Exercise instructions: If a line in the entries contains the string "center", include that line in your answer.

═══ Data for review ═══

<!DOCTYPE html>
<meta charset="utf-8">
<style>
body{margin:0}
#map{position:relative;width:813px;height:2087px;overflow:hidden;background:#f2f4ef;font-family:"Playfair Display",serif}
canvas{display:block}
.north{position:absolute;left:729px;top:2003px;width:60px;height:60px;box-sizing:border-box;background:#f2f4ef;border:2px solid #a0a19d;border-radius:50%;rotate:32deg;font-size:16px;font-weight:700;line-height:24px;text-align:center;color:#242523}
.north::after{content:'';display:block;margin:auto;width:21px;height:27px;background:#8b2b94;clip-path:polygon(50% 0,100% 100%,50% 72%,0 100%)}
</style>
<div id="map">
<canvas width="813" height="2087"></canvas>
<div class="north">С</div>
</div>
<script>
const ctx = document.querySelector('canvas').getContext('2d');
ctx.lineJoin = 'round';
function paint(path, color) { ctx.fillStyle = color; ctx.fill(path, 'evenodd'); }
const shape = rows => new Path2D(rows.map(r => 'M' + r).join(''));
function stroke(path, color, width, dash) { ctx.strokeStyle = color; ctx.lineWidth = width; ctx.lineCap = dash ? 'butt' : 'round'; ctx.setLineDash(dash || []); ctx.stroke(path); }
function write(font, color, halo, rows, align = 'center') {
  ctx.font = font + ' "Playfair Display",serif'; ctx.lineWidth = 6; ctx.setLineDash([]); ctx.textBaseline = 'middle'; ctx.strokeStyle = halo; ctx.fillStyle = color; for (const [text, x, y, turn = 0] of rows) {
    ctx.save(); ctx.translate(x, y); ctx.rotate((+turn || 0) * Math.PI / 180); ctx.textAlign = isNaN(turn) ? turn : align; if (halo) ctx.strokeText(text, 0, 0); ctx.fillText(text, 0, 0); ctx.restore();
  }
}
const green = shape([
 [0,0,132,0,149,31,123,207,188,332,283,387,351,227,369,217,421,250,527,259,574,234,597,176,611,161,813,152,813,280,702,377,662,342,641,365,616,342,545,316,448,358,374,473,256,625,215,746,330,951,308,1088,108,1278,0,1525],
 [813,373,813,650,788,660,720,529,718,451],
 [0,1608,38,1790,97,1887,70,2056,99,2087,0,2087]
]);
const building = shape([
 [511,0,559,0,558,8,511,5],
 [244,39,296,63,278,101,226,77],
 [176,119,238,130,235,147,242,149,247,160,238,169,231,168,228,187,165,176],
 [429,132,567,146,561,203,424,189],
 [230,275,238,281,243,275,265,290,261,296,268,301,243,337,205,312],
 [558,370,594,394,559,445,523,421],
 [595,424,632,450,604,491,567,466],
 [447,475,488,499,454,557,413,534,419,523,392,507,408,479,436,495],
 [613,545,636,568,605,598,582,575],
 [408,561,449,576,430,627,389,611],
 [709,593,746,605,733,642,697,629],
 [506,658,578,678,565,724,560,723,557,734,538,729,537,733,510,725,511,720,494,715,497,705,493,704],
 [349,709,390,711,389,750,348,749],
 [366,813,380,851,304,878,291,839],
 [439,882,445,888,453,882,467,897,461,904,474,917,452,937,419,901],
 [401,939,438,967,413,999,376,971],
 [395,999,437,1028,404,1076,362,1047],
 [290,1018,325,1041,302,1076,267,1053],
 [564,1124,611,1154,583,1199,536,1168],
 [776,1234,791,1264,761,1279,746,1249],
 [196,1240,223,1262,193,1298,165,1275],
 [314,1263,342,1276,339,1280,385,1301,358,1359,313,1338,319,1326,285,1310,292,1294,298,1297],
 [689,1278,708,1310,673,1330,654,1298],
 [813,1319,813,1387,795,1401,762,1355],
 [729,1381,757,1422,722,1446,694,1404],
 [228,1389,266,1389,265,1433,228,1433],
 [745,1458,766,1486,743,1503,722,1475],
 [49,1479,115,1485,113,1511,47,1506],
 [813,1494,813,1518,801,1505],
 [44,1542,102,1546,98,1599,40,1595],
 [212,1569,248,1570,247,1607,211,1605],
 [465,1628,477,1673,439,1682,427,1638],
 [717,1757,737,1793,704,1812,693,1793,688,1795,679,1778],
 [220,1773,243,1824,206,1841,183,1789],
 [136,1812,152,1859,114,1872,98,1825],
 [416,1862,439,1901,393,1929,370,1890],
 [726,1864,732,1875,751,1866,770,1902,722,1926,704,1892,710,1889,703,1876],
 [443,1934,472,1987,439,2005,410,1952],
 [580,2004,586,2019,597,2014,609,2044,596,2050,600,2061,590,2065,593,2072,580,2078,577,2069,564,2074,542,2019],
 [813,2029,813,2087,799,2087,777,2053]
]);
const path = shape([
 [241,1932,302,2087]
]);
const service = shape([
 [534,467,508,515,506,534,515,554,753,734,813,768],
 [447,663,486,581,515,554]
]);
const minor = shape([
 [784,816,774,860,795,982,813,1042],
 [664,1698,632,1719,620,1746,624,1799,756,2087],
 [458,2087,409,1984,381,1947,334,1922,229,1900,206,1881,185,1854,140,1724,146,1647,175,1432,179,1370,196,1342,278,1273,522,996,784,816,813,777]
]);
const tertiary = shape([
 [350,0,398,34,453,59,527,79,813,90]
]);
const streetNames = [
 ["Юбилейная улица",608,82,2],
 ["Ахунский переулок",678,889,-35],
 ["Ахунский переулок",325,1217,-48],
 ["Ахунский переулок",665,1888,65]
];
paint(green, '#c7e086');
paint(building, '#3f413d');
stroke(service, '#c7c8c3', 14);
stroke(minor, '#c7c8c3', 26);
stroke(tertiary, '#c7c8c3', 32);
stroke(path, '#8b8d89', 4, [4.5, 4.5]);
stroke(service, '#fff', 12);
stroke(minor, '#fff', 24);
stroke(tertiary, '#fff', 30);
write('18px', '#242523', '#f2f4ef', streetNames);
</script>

═══

Written response:
.north{position:absolute;left:729px;top:2003px;width:60px;height:60px;box-sizing:border-box;background:#f2f4ef;border:2px solid #a0a19d;border-radius:50%;rotate:32deg;font-size:16px;font-weight:700;line-height:24px;text-align:center;color:#242523}
function write(font, color, halo, rows, align = 'center') {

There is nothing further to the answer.